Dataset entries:

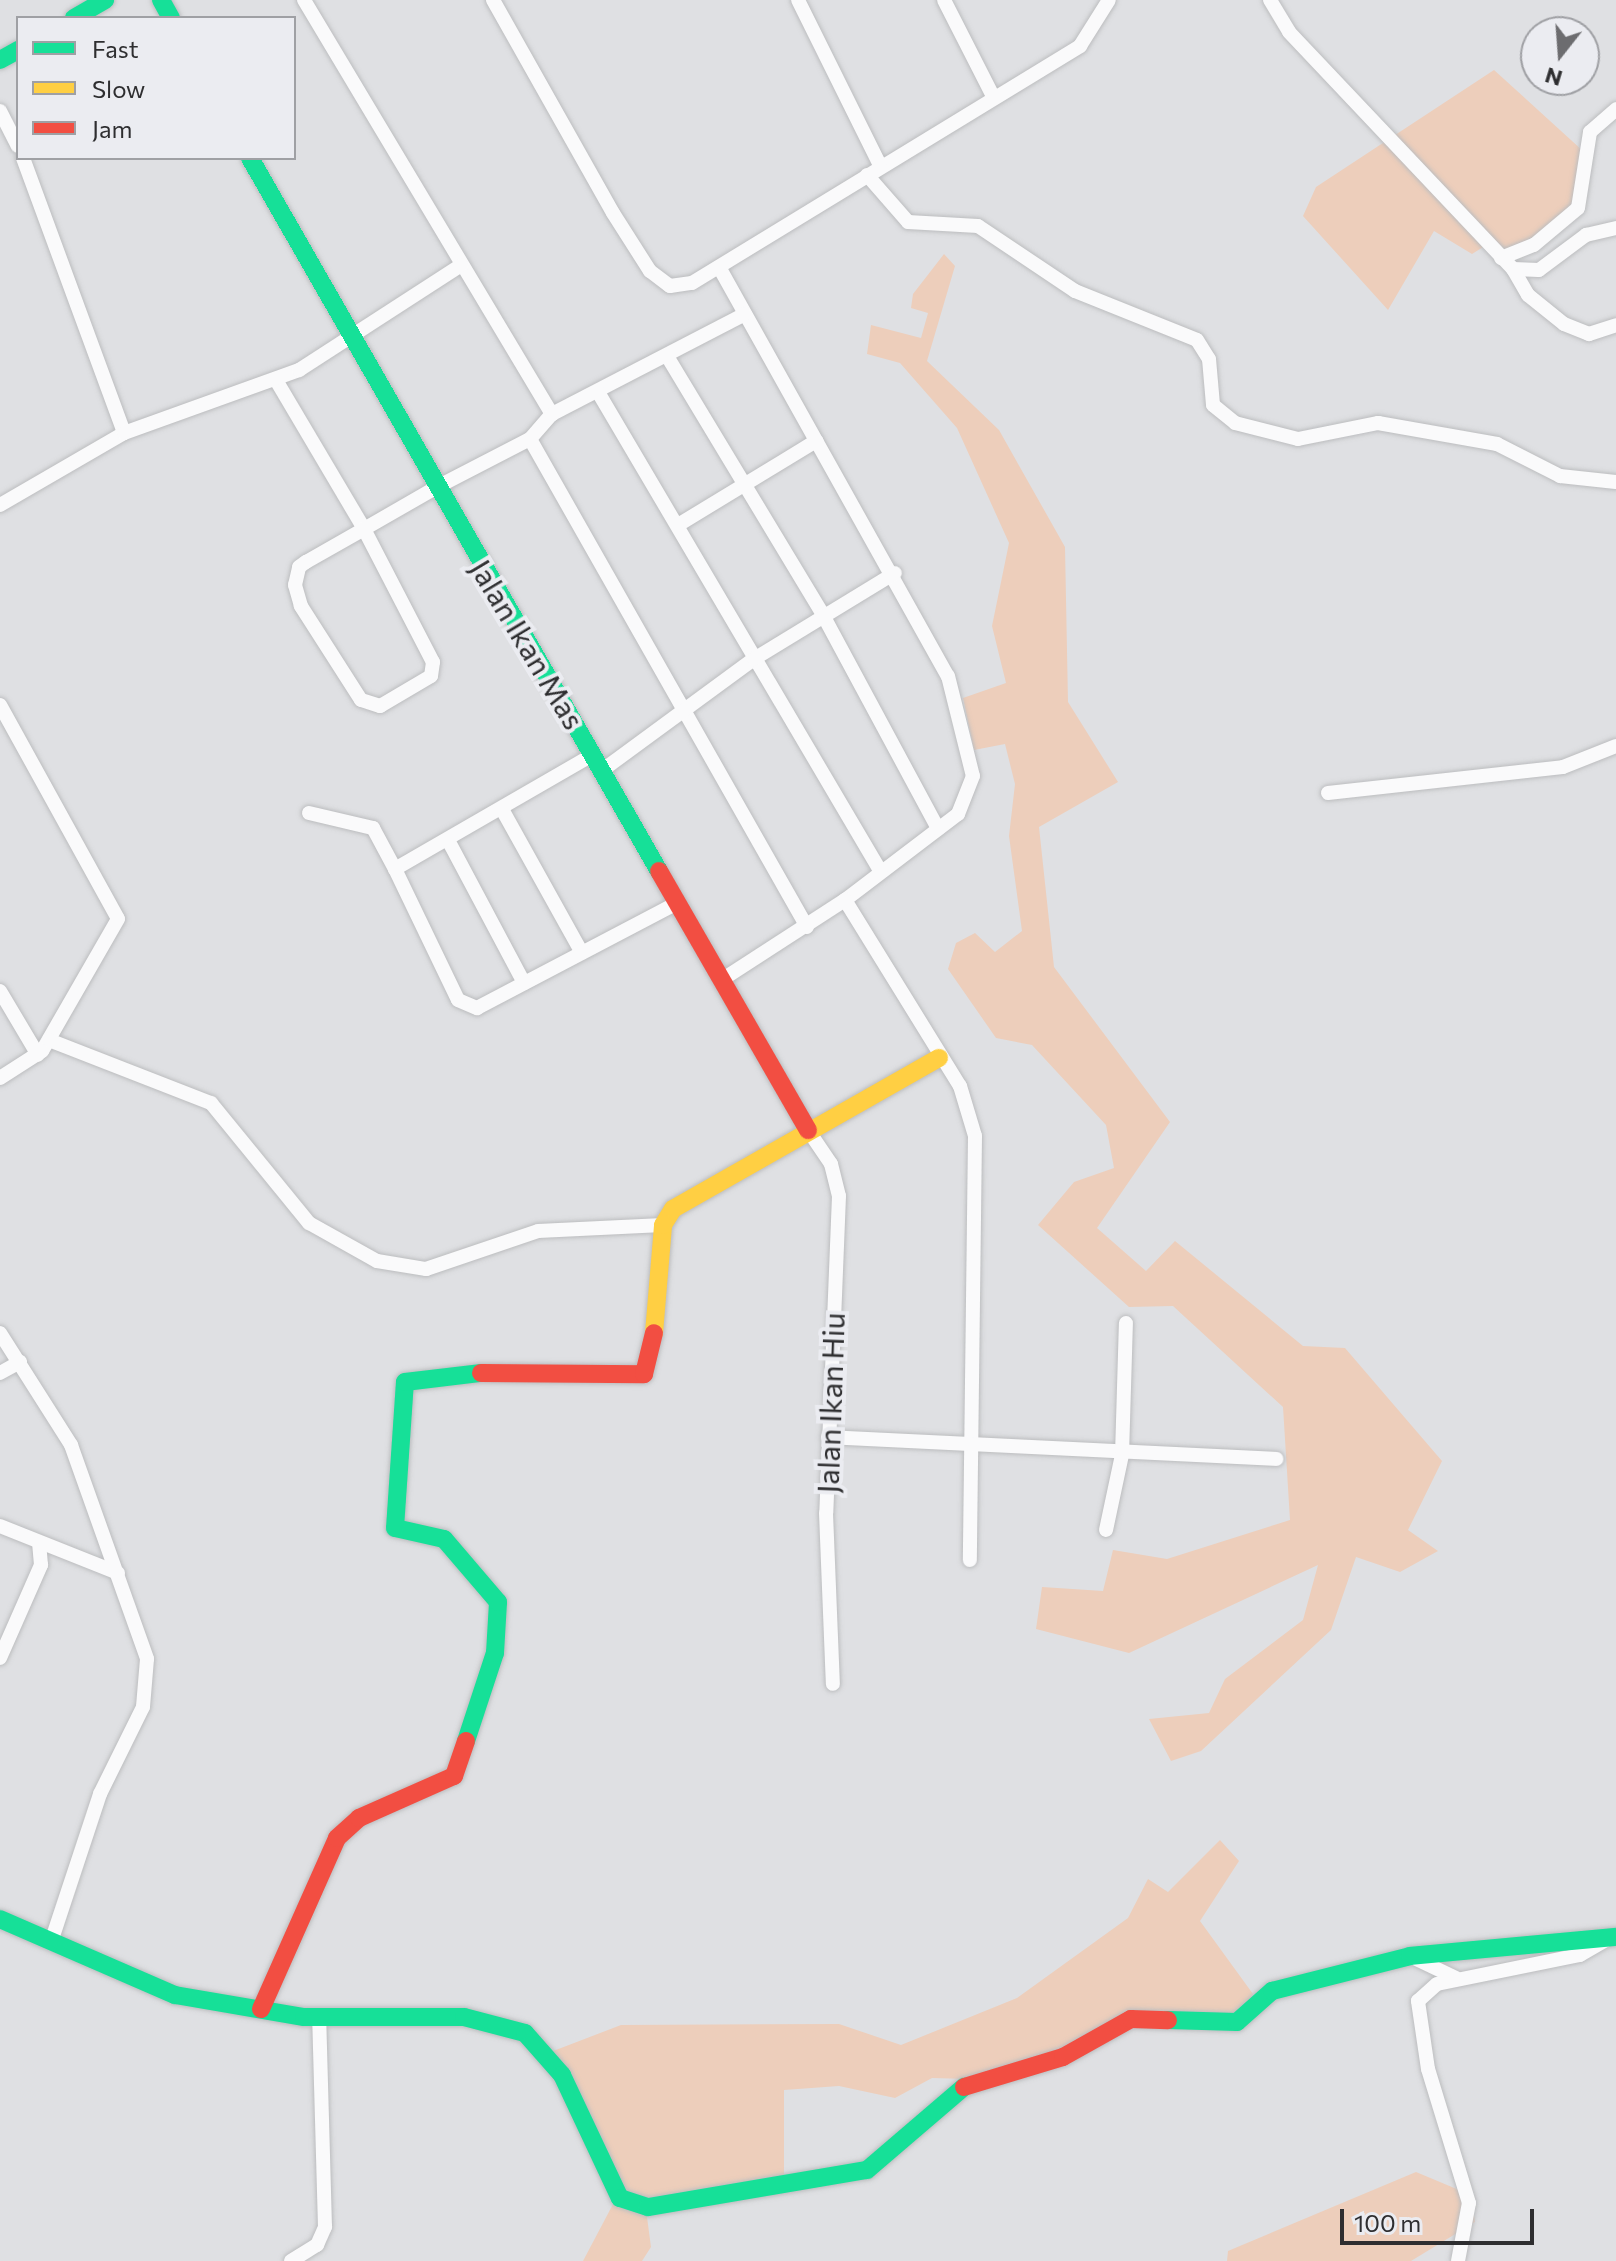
<!DOCTYPE html>
<html>
<head>
<meta charset="utf-8">
<style>
  body { margin:0 }
  #map { position:relative; width:1616px; height:2261px; overflow:hidden; background:#dfe0e3; font-family:Commissioner,sans-serif }
  div>[style] { position:absolute }
  .green>* { inset:0; background:#edcebb }
  .roads { filter:drop-shadow(0 0 2px #bcbdbf) drop-shadow(0 0 2px #bcbdbf) }
  .street>* { height:14px; margin:-7px; padding:0 7px; transform-origin:7px; border-radius:7px; background:#fafafb }
  .fast>* { height:18px; margin:-9px; padding:0 9px; transform-origin:9px; border-radius:9px; background:#16e098 }
  .slow>* { height:18px; margin:-9px; padding:0 9px; transform-origin:9px; border-radius:9px; background:#ffcf43 }
  .jam>* { height:18px; margin:-9px; padding:0 9px; transform-origin:9px; border-radius:9px; background:#f24e42 }
  span { translate:-50% -50%; white-space:nowrap; text-align:center; line-height:1.15; -webkit-text-stroke:8px #ebecf1; paint-order:stroke }
  .street-label { font-size:30px; color:#2e2e30 }
  .legend { position:absolute; left:16px; top:16px; width:280px; height:144px; box-sizing:border-box; background:#ebecf1; border:2px solid #9fa0a4; margin:0; padding:10px 14px; list-style:none; font-size:24px; color:#2e2e30 }
  .legend li { display:flex; align-items:center; gap:16px; height:40px }
  .legend b { width:40px; border:2px solid #9fa0a4 }
  .north { position:absolute; left:1520px; top:16px; width:80px; height:80px; box-sizing:border-box; background:#ebecf1; border:2px solid #9fa0a4; border-radius:50%; rotate:197deg; font-size:22px; font-weight:700; line-height:32px; text-align:center; color:#2e2e30 }
  .north::after { content:''; display:block; margin:auto; width:28px; height:36px; background:#6c6c6f; clip-path:polygon(50% 0,100% 100%,50% 72%,0 100%) }
  .scale { position:absolute; left:1340px; top:2209px; width:194px; height:36px; box-sizing:border-box; border:4px solid #2e2e30; border-top:0; padding-left:10px; font-size:24px; line-height:28px; white-space:nowrap; color:#2e2e30; -webkit-text-stroke:6px #ebecf1; paint-order:stroke }
</style>
</head>
<body>
<div id="map">
  <div class="green">
    <div style="clip-path:polygon(1494px 70px,1583px 151px,1577px 206px,1528px 247px,1499px 256px,1488px 244px,1472px 254px,1434px 231px,1388px 310px,1303px 216px,1316px 187px)"></div>
    <div style="clip-path:polygon(944px 254px,955px 266px,927px 361px,999px 430px,1065px 547px,1068px 702px,1118px 782px,1039px 827px,1054px 967px,1170px 1122px,1097px 1228px,1146px 1271px,1175px 1241px,1303px 1346px,1345px 1348px,1442px 1461px,1408px 1530px,1438px 1551px,1400px 1572px,1356px 1557px,1331px 1630px,1201px 1751px,1171px 1761px,1149px 1719px,1209px 1713px,1225px 1679px,1303px 1620px,1318px 1565px,1129px 1653px,1036px 1629px,1042px 1587px,1103px 1591px,1113px 1550px,1167px 1559px,1290px 1520px,1283px 1407px,1173px 1306px,1129px 1307px,1038px 1225px,1074px 1182px,1114px 1168px,1106px 1125px,1032px 1045px,996px 1038px,948px 969px,956px 943px,975px 933px,995px 952px,1022px 931px,1009px 836px,1015px 784px,1005px 744px,974px 750px,963px 698px,1006px 683px,992px 626px,1009px 543px,957px 428px,900px 363px,867px 354px,871px 325px,921px 338px,928px 313px,911px 308px,913px 294px)"></div>
    <div style="clip-path:polygon(1220px 1840px,1239px 1861px,1200px 1921px,1253px 1994px,1242px 2014px,1169px 2012px,968px 2079px,932px 2078px,895px 2098px,839px 2086px,784px 2090px,784px 2178px,645px 2202px,651px 2247px,642px 2261px,583px 2261px,621px 2189px,548px 2053px,621px 2025px,839px 2024px,901px 2045px,1017px 1998px,1128px 1918px,1148px 1879px,1168px 1892px)"></div>
    <div style="clip-path:polygon(1416px 2172px,1471px 2195px,1475px 2222px,1411px 2261px,1227px 2261px,1228px 2251px)"></div>
  </div>
  <div class="roads">
    <div class="street">
      <div style="left:304px;top:0;width:483px;rotate:59.1deg"></div>
      <div style="left:493px;top:0;width:244px;rotate:60.6deg"></div>
      <div style="left:613px;top:213px;width:69px;rotate:57.5deg"></div>
      <div style="left:650px;top:271px;width:25px;rotate:37deg"></div>
      <div style="left:670px;top:286px;width:22px;rotate:-8deg"></div>
      <div style="left:692px;top:283px;width:455px;rotate:-31.4deg"></div>
      <div style="left:1080px;top:46px;width:54px;rotate:-57.8deg"></div>
      <div style="left:798px;top:0;width:184px;rotate:63.6deg"></div>
      <div style="left:944px;top:0;width:108px;rotate:63deg"></div>
      <div style="left:1270px;top:0;width:37px;rotate:59deg"></div>
      <div style="left:1289px;top:32px;width:326px;rotate:46.6deg"></div>
      <div style="left:1513px;top:269px;width:26px;rotate:2deg"></div>
      <div style="left:1539px;top:270px;width:59px;rotate:-36.7deg"></div>
      <div style="left:1586px;top:235px;width:31px;rotate:-13deg"></div>
      <div style="left:0;top:111px;width:39px;rotate:63deg"></div>
      <div style="left:23px;top:158px;width:293px;rotate:69.8deg"></div>
      <div style="left:867px;top:175px;width:62px;rotate:48.9deg"></div>
      <div style="left:908px;top:222px;width:70px;rotate:3.3deg"></div>
      <div style="left:978px;top:226px;width:117px;rotate:33.8deg"></div>
      <div style="left:1075px;top:291px;width:131px;rotate:21.9deg"></div>
      <div style="left:1197px;top:340px;width:22px;rotate:58deg"></div>
      <div style="left:1209px;top:359px;width:46px;rotate:85deg"></div>
      <div style="left:1213px;top:405px;width:28px;rotate:39deg"></div>
      <div style="left:1235px;top:423px;width:65px;rotate:14.3deg"></div>
      <div style="left:1298px;top:439px;width:82px;rotate:-11.3deg"></div>
      <div style="left:1378px;top:423px;width:121px;rotate:10deg"></div>
      <div style="left:1497px;top:444px;width:71px;rotate:26.9deg"></div>
      <div style="left:1560px;top:476px;width:56px;rotate:6.1deg"></div>
      <div style="left:1501px;top:258px;width:35px;rotate:-22deg"></div>
      <div style="left:1534px;top:245px;width:57px;rotate:-40.1deg"></div>
      <div style="left:1578px;top:208px;width:77px;rotate:-81deg"></div>
      <div style="left:1590px;top:132px;width:35px;rotate:-41deg"></div>
      <div style="left:719px;top:267px;width:469px;rotate:60.8deg"></div>
      <div style="left:948px;top:676px;width:103px;rotate:76deg"></div>
      <div style="left:973px;top:776px;width:41px;rotate:111.5deg"></div>
      <div style="left:958px;top:814px;width:142px;rotate:142.7deg"></div>
      <div style="left:845px;top:900px;width:145px;rotate:147.1deg"></div>
      <div style="left:1513px;top:269px;width:30px;rotate:60deg"></div>
      <div style="left:1528px;top:295px;width:46px;rotate:38.9deg"></div>
      <div style="left:1564px;top:324px;width:27px;rotate:22deg"></div>
      <div style="left:1589px;top:334px;width:28px;rotate:-18deg"></div>
      <div style="left:667px;top:356px;width:302px;rotate:58.9deg"></div>
      <div style="left:823px;top:615px;width:243px;rotate:61.7deg"></div>
      <div style="left:276px;top:380px;width:173px;rotate:59.4deg"></div>
      <div style="left:364px;top:529px;width:150px;rotate:62.6deg"></div>
      <div style="left:433px;top:662px;width:14px;rotate:98deg"></div>
      <div style="left:431px;top:676px;width:59px;rotate:149.5deg"></div>
      <div style="left:380px;top:706px;width:20px;rotate:-162deg"></div>
      <div style="left:361px;top:700px;width:112px;rotate:-122.6deg"></div>
      <div style="left:301px;top:606px;width:22px;rotate:-106deg"></div>
      <div style="left:295px;top:585px;width:18px;rotate:-77deg"></div>
      <div style="left:299px;top:567px;width:9px;rotate:-36deg"></div>
      <div style="left:306px;top:562px;width:67px;rotate:-29.6deg"></div>
      <div style="left:364px;top:529px;width:84px;rotate:-29.9deg"></div>
      <div style="left:437px;top:487px;width:105px;rotate:-27.3deg"></div>
      <div style="left:530px;top:439px;width:33px;rotate:-49deg"></div>
      <div style="left:552px;top:414px;width:217px;rotate:-27.4deg"></div>
      <div style="left:598px;top:392px;width:557px;rotate:59.48deg"></div>
      <div style="left:530px;top:439px;width:561px;rotate:60.42deg"></div>
      <div style="left:0;top:505px;width:143px;rotate:-30.1deg"></div>
      <div style="left:124px;top:433px;width:186px;rotate:-19.8deg"></div>
      <div style="left:299px;top:370px;width:193px;rotate:-32.9deg"></div>
      <div style="left:678px;top:525px;width:162px;rotate:-31.3deg"></div>
      <div style="left:0;top:705px;width:244px;rotate:61.1deg"></div>
      <div style="left:118px;top:919px;width:152px;rotate:119.9deg"></div>
      <div style="left:42px;top:1051px;width:50px;rotate:147.3deg"></div>
      <div style="left:594px;top:754px;width:230px;rotate:150deg"></div>
      <div style="left:395px;top:869px;width:145px;rotate:64.3deg"></div>
      <div style="left:458px;top:1000px;width:21px;rotate:23deg"></div>
      <div style="left:477px;top:1008px;width:226px;rotate:-27.7deg"></div>
      <div style="left:604px;top:769px;width:186px;rotate:-36.3deg"></div>
      <div style="left:754px;top:659px;width:165px;rotate:-31.4deg"></div>
      <div style="left:1328px;top:793px;width:236px;rotate:-6.3deg"></div>
      <div style="left:1563px;top:767px;width:57px;rotate:-21.6deg"></div>
      <div style="left:503px;top:811px;width:162px;rotate:60.9deg"></div>
      <div style="left:309px;top:813px;width:66px;rotate:13.2deg"></div>
      <div style="left:373px;top:828px;width:47px;rotate:61.8deg"></div>
      <div style="left:448px;top:840px;width:162px;rotate:62deg"></div>
      <div style="left:845px;top:900px;width:219px;rotate:58.3deg"></div>
      <div style="left:960px;top:1086px;width:52px;rotate:73.3deg"></div>
      <div style="left:975px;top:1136px;width:424px;rotate:90.7deg"></div>
      <div style="left:0;top:991px;width:74px;rotate:59.3deg"></div>
      <div style="left:49px;top:1040px;width:174px;rotate:21.3deg"></div>
      <div style="left:211px;top:1103px;width:155px;rotate:50.8deg"></div>
      <div style="left:309px;top:1223px;width:78px;rotate:29.2deg"></div>
      <div style="left:377px;top:1261px;width:50px;rotate:9.3deg"></div>
      <div style="left:426px;top:1269px;width:118px;rotate:-18.7deg"></div>
      <div style="left:538px;top:1231px;width:125px;rotate:-2.7deg"></div>
      <div style="left:808px;top:1130px;width:41px;rotate:55.9deg"></div>
      <div style="left:831px;top:1164px;width:33px;rotate:76deg"></div>
      <div style="left:839px;top:1196px;width:317px;rotate:92.3deg"></div>
      <div style="left:826px;top:1513px;width:171px;rotate:87.7deg"></div>
      <div style="left:0;top:1333px;width:133px;rotate:57.6deg"></div>
      <div style="left:71px;top:1445px;width:227px;rotate:70.4deg"></div>
      <div style="left:147px;top:1659px;width:48px;rotate:94.8deg"></div>
      <div style="left:143px;top:1707px;width:97px;rotate:116.3deg"></div>
      <div style="left:100px;top:1794px;width:156px;rotate:108.3deg"></div>
      <div style="left:0;top:1373px;width:23px;rotate:-29deg"></div>
      <div style="left:828px;top:1437px;width:449px;rotate:2.8deg"></div>
      <div style="left:0;top:1526px;width:127px;rotate:21.7deg"></div>
      <div style="left:1106px;top:1530px;width:77px;rotate:-78deg"></div>
      <div style="left:1122px;top:1455px;width:132px;rotate:-88.3deg"></div>
      <div style="left:0;top:1658px;width:102px;rotate:-66.2deg"></div>
      <div style="left:41px;top:1565px;width:22px;rotate:-95deg"></div>
      <div style="left:1410px;top:1956px;width:51px;rotate:25.6deg"></div>
      <div style="left:291px;top:2261px;width:31px;rotate:-32deg"></div>
      <div style="left:317px;top:2245px;width:20px;rotate:-66deg"></div>
      <div style="left:325px;top:2227px;width:209px;rotate:-91.6deg"></div>
      <div style="left:1458px;top:2261px;width:59px;rotate:-79.3deg"></div>
      <div style="left:1469px;top:2203px;width:140px;rotate:-107deg"></div>
      <div style="left:1428px;top:2069px;width:69px;rotate:-98.4deg"></div>
      <div style="left:1418px;top:2001px;width:25px;rotate:-42deg"></div>
      <div style="left:1437px;top:1984px;width:146px;rotate:-11.5deg"></div>
      <div style="left:1580px;top:1955px;width:34px;rotate:-30deg"></div>
    </div>
    <div class="fast">
      <div style="left:161px;top:0;width:21px;rotate:61deg"></div>
      <div style="left:74px;top:18px;width:36px;rotate:-30deg"></div>
      <div style="left:0;top:60px;width:21px;rotate:-29deg"></div>
      <div style="left:250px;top:158px;width:822px;rotate:60.16deg"></div>
      <div style="left:466px;top:1741px;width:93px;rotate:-71.8deg"></div>
      <div style="left:495px;top:1653px;width:51px;rotate:-86.6deg"></div>
      <div style="left:498px;top:1602px;width:83px;rotate:-130.6deg"></div>
      <div style="left:444px;top:1539px;width:50px;rotate:-167.3deg"></div>
      <div style="left:395px;top:1528px;width:146px;rotate:-86.1deg"></div>
      <div style="left:405px;top:1382px;width:77px;rotate:-6.8deg"></div>
      <div style="left:0;top:1919px;width:191px;rotate:23.5deg"></div>
      <div style="left:175px;top:1995px;width:131px;rotate:9.7deg"></div>
      <div style="left:304px;top:2017px;width:160px"></div>
      <div style="left:464px;top:2017px;width:63px;rotate:14.7deg"></div>
      <div style="left:525px;top:2033px;width:56px;rotate:48.6deg"></div>
      <div style="left:562px;top:2075px;width:136px;rotate:64.8deg"></div>
      <div style="left:620px;top:2198px;width:29px;rotate:18deg"></div>
      <div style="left:648px;top:2207px;width:222px;rotate:-9.6deg"></div>
      <div style="left:867px;top:2170px;width:128px;rotate:-40.6deg"></div>
      <div style="left:1168px;top:2020px;width:69px;rotate:1.7deg"></div>
      <div style="left:1237px;top:2022px;width:47px;rotate:-41.5deg"></div>
      <div style="left:1272px;top:1991px;width:142px;rotate:-14.2deg"></div>
      <div style="left:1410px;top:1956px;width:207px;rotate:-5.3deg"></div>
    </div>
    <div class="slow">
      <div style="left:654px;top:1333px;width:108px;rotate:-85.2deg"></div>
      <div style="left:663px;top:1225px;width:19px;rotate:-58deg"></div>
      <div style="left:673px;top:1209px;width:306px;rotate:-29.6deg"></div>
    </div>
    <div class="jam">
      <div style="left:659px;top:871px;width:299px;rotate:60.1deg"></div>
      <div style="left:481px;top:1373px;width:163px;rotate:0.4deg"></div>
      <div style="left:644px;top:1374px;width:42px;rotate:-76.3deg"></div>
      <div style="left:261px;top:2009px;width:187px;rotate:-66deg"></div>
      <div style="left:337px;top:1838px;width:30px;rotate:-42deg"></div>
      <div style="left:359px;top:1818px;width:104px;rotate:-23.9deg"></div>
      <div style="left:454px;top:1776px;width:37px;rotate:-71deg"></div>
      <div style="left:964px;top:2087px;width:103px;rotate:-16.9deg"></div>
      <div style="left:1063px;top:2057px;width:78px;rotate:-29.2deg"></div>
      <div style="left:1131px;top:2019px;width:37px;rotate:2deg"></div>
    </div>
  </div>
  <div class="street-label">
    <span style="left:528px;top:644px;rotate:59deg">Jalan Ikan Mas</span>
    <span style="left:830px;top:1403px;rotate:-88deg">Jalan Ikan Hiu</span>
  </div>
  <ul class="legend">
  <li><b style="height:10px;background:#16e098"></b>Fast</li>
  <li><b style="height:10px;background:#ffcf43"></b>Slow</li>
  <li><b style="height:10px;background:#f24e42"></b>Jam</li>
  </ul>
  <div class="north">N</div>
  <div class="scale">100 m</div>
</div>
</body>
</html>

**About this task**
Pick out, from the lines above, every one that contains the string "Jalan".

**Solution**
    <span style="left:528px;top:644px;rotate:59deg">Jalan Ikan Mas</span>
    <span style="left:830px;top:1403px;rotate:-88deg">Jalan Ikan Hiu</span>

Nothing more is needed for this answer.